When I smell coffee I remind myself how he likes his coffee beans ground for 1 and 2 and 3 and 4 and 5 and 6 seconds, how he likes it made with heaped spoonfuls of ground Italian Roast in his coffee maker, how I would present his cup on a table with the handle facing him so that he didn't have to turn the cup at all before he could drink.
As I paint my nails I do so while setting the specific purpose in my mind that every time I look down and see the colour that they are I will think of how beautiful it is to have the chance to be pleasing for him.
I set my watch 14 minutes fast to remind myself that he is in a timezone 14 hours behind where I am, and that even though I am geographically separated from him, my mind can still be aligned to his will.
I use a soap that reminds me a little of his aftershave and when I smell it on my skin I remember how blessed I truly am to have met him in person that first night, and for the time we have so far shared together, in person, on the phone and over the internet.

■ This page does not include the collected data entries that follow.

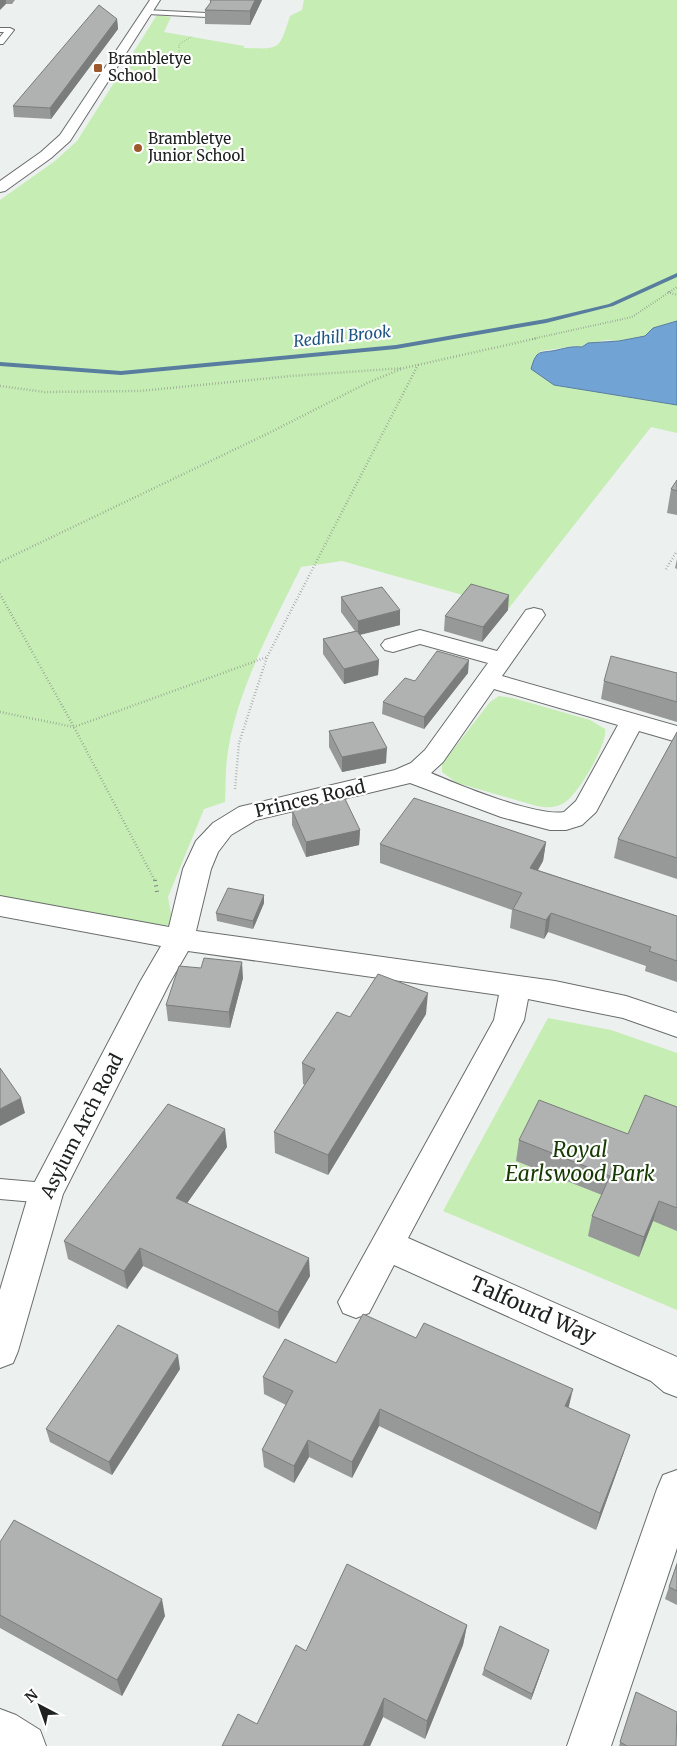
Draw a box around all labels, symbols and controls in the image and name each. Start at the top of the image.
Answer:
place label: Brambletye School [108,49,191,85]
marker: Brambletye School [92,62,104,74]
place label: Brambletye Junior School [147,129,245,165]
marker: Brambletye Junior School [132,142,144,154]
water label: Redhill Brook [292,321,392,351]
street label: Princes Road [252,775,368,822]
street label: Asylum Arch Road [35,1049,128,1203]
park label: Royal Earlswood Park [505,1136,656,1187]
street label: Talfourd Way [466,1270,601,1350]
north arrow [15,1681,65,1731]
text: N [21,1686,42,1707]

When I wear a belt (which isn't often, because I usually wear skirts and not pants) I pull it on really really tight and every time I feel conscious of it during the day I remember how amazing it is to have been held by him, wrapped in his arms and that I am loved.
But most helpful of all for me is that when I feel my mind slipping from being fixed on his pleasure and his will I find a quiet place, I get on my knees and press my face to the floor. I breath slowly and deeply and tell myself out loud that I am a worthless babyc*nt, that I was born to serve my Daddy and that I am nothing without him to serve. I am lower than the very ground and exist only to be pleasure and service for him. And I thank him for that.